The chip maker credited its revenue gains on "record microprocessor unit shipments" and the growth of its relatively new graphics business with ATI. AMD also denied media reports that its transition to the 45nm process might be pushed back to 2009, saying the ramp up of 45nm processors would happen in the "first half of next year," as scheduled.
The company downplayed prospects of a new round of price warring between itself and leading chip maker Intel.
"We didn't see a qualitative change from Q2 to Q3 in the pricing environment. We don't expect it from Q3 to Q4. But we continue to describe the pricing environment as 'always competitive'," said Dirk Meyer, president and COO.
Meanwhile, AMD executives addressed reports that channel partners are upset with the availability of the company's new quad-core Opteron server chips following last month's highly publicized launch of the product codenamed Barcelona.
"The basic silicon yields on Barcelona are right where we expected them to be," said Meyer, confronting speculation that channel shortages might be due to manufacturing issues.
"The issue has been simply one of tuning the design to the technology. The minor issue we have been experiencing has nothing to do with manufacturing. It's about wedding the designs to the technology before our full-on ramp-up in the middle of Q4."
AMD will have "the flexibility to toggle up" manufacture of quad-core Opterons to meet a high rate of demand in the market, added CFO Robert Rivet.
But system builder partners were under the impression that the ramping and toggling up was going to happen a whole lot faster with Barcelona following its Sept. 10 launch.
"We've got two major orders now," said John Samborski, vice president of Ace Computers in Arlington Heights, Ill. Those orders include one where "we put the order in like 10 minutes after we got the job. They said it would be about a month. Well, it's a month. I can't even go to the broker channel, because there are none there, either."
Brian Corn, VP of marketing and development at Waltham, Mass.-based Source Code, is frustrated by the lack of product, but even more so by the lack of answers from AMD.
"Tell me it's on a boat, tell me it's in the air, tell me it's in customs. Tell me something. Don't answer me with silence," he said.
"When a company like Avnet, which has been [AMD's] premier distributor, says they're getting no answers, that's signs of a problem."
Corn said demand from Source Code's customers is for AMD's higher gigahertz products. Rivet said Thursday that AMD would begin shipping 2.4GHz and 2.5GHz Barcelona chips "in the middle of this quarter." But it appears the 2.0GHz chips, the fastest in the current stable, aren't finding their way to the channel despite strong demand.

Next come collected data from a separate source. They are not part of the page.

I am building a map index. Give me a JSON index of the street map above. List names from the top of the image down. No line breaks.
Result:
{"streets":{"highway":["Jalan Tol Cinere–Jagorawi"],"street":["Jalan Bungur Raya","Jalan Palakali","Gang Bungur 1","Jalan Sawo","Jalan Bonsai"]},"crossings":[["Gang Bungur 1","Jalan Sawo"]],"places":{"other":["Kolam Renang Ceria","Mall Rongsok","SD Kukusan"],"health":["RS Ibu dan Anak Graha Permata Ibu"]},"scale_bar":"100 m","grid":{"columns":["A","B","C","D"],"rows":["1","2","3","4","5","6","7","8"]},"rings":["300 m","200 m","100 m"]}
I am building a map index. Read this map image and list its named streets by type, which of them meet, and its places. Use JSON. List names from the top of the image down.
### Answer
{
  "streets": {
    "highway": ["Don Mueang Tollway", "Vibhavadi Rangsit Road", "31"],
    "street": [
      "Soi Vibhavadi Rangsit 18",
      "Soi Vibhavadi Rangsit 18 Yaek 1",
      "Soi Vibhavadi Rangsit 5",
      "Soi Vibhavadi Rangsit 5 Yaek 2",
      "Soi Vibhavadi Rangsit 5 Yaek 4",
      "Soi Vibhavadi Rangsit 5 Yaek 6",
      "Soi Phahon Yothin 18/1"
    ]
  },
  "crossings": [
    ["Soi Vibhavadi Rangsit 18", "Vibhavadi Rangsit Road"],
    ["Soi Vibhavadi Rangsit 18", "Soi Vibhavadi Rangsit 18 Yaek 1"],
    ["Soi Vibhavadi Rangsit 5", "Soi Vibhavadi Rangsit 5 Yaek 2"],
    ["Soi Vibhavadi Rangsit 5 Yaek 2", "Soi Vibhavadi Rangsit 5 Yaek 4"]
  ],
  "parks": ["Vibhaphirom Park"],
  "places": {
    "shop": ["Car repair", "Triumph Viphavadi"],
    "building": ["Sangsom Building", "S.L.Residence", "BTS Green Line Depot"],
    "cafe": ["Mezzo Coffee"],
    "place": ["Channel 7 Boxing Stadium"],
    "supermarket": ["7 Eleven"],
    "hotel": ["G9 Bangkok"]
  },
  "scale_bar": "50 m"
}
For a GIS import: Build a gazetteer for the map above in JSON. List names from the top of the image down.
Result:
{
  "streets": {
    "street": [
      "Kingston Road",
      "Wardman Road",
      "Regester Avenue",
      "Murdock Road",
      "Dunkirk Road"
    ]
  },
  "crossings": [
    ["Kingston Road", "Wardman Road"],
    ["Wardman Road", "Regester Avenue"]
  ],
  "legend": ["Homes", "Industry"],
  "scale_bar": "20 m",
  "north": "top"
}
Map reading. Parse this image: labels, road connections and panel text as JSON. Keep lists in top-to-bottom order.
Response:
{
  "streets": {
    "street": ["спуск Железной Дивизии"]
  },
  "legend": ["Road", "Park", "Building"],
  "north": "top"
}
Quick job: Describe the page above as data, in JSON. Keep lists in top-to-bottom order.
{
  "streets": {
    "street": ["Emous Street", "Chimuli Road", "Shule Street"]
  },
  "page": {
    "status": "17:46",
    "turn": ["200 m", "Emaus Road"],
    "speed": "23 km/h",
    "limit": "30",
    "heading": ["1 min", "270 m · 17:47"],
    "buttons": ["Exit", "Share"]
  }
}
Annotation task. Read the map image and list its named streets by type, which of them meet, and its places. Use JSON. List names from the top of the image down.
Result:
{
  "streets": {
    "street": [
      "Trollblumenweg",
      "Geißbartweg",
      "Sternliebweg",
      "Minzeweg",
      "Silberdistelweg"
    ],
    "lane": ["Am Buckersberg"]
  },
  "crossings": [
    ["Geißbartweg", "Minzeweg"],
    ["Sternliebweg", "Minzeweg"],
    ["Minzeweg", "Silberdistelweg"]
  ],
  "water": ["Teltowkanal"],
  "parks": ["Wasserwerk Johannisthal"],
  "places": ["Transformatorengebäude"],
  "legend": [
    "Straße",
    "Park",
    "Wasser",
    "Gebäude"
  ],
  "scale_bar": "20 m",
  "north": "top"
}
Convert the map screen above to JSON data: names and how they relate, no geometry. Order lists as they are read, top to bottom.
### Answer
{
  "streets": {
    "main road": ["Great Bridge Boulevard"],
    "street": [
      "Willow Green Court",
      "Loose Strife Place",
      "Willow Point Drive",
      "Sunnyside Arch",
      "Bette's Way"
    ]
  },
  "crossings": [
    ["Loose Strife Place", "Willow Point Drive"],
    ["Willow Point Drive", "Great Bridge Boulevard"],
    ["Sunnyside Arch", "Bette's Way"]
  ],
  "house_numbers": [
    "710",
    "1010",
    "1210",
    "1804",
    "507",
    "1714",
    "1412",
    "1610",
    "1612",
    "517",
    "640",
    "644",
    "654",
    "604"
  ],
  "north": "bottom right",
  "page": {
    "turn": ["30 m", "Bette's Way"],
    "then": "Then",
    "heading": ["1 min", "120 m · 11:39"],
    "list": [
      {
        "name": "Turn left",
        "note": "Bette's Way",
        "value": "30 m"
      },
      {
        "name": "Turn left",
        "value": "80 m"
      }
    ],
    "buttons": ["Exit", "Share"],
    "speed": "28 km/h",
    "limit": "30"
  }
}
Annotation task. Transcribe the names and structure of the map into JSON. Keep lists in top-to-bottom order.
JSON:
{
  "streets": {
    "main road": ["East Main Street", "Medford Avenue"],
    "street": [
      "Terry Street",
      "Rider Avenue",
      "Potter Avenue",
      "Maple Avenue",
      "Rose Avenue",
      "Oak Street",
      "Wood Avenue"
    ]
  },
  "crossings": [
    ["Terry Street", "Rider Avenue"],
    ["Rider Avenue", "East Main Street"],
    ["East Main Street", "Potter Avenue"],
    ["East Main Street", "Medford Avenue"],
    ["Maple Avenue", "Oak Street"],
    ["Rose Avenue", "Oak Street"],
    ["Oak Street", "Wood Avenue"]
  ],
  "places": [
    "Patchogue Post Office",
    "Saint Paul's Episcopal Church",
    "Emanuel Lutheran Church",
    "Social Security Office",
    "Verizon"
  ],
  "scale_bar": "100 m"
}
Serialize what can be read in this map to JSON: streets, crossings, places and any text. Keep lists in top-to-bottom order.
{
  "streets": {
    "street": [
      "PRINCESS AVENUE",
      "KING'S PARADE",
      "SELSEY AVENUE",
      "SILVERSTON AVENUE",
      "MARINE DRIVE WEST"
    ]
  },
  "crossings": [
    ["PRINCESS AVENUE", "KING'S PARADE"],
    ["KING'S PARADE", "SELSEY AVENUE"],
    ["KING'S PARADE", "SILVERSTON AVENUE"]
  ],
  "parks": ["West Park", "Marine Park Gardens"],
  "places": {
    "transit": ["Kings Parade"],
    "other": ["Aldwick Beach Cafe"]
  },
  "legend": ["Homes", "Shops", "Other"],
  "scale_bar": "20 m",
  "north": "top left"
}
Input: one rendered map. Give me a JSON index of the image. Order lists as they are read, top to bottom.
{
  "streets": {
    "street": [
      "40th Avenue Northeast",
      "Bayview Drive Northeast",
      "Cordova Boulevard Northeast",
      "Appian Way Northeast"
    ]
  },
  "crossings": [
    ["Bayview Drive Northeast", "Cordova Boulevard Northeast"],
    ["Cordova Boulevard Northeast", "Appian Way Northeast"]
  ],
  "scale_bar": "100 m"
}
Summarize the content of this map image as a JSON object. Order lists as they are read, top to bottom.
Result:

"Our big demand is for the 2350. We got our hands on some 2347s, which clock at 1.9GHz. The 2350 goes up to 2.0GHz. We got a couple orders out the door, but now we can't get any more of the 2347s. We can't get any 2350s. On the 8300 series, we go a small quantity of those initially, some 8347s. With the 8350, we've received none and we have outstanding back orders," Corn said.
"We can work with the typical one- or two-week delay of delivery after a 'paper launch.' But in this case it looks like they don't have a product ready, and we're all out here hanging in the wind."